**Exercise**:
In the entries that follow, the first line to write out is the one containing "Give bounding boxes for all", and the last is the one containing "Bounding boxes for all text". Reproduce that stretch exactly, with nothing before or after it.

**Given records**:
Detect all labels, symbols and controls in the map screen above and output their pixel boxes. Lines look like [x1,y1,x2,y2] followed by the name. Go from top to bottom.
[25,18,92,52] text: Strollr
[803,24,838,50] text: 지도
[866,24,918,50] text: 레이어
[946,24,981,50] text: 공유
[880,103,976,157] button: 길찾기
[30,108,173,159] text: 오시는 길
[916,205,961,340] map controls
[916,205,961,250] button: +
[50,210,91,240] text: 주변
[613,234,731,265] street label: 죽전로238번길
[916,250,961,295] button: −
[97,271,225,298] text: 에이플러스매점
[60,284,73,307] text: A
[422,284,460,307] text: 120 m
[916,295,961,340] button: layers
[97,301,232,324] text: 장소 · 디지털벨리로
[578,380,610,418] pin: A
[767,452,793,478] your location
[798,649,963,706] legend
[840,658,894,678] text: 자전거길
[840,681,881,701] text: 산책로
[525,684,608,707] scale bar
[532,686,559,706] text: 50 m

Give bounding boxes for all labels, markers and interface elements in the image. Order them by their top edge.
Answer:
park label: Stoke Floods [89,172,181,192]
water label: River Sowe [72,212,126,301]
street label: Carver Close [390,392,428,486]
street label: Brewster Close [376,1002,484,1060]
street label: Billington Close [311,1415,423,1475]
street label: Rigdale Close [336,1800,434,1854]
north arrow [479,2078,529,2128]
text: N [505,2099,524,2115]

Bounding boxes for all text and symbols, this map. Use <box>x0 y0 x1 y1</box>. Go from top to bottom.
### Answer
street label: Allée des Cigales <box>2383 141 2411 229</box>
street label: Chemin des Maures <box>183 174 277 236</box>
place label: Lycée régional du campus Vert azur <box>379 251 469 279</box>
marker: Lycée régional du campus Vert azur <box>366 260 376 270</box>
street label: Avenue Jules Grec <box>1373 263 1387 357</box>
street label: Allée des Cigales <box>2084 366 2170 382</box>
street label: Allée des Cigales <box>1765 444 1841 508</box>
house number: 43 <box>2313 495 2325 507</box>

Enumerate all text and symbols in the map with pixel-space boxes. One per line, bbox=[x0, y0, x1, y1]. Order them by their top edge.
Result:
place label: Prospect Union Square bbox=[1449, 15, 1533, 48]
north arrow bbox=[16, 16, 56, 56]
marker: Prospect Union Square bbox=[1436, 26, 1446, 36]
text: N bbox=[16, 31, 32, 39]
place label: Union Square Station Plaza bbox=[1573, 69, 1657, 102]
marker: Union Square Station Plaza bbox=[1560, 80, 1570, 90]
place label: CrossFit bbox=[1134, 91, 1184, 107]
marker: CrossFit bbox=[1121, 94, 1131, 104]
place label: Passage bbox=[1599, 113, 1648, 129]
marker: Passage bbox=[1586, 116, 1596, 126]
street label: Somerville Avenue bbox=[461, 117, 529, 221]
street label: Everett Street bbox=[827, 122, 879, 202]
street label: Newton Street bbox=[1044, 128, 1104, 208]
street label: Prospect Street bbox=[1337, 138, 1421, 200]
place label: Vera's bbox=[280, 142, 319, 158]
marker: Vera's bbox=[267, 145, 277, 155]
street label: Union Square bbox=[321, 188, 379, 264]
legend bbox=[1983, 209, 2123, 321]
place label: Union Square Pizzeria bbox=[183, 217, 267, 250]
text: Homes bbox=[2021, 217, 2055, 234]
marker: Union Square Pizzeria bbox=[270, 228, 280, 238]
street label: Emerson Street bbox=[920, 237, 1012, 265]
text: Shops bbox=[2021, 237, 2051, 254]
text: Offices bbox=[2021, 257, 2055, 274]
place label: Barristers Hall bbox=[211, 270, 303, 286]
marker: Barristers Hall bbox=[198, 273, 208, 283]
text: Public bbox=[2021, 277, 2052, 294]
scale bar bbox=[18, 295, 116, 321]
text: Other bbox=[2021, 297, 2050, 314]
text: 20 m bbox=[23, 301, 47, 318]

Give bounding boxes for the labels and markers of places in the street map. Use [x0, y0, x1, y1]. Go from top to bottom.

**Exercise response**:
Give bounding boxes for all labels, markers and interface elements in the image. Order them by their top edge.
Answer:
park label: Stoke Floods [89,172,181,192]
water label: River Sowe [72,212,126,301]
street label: Carver Close [390,392,428,486]
street label: Brewster Close [376,1002,484,1060]
street label: Billington Close [311,1415,423,1475]
street label: Rigdale Close [336,1800,434,1854]
north arrow [479,2078,529,2128]
text: N [505,2099,524,2115]

Bounding boxes for all text and symbols, this map. Use <box>x0 y0 x1 y1</box>. Go from top to bottom.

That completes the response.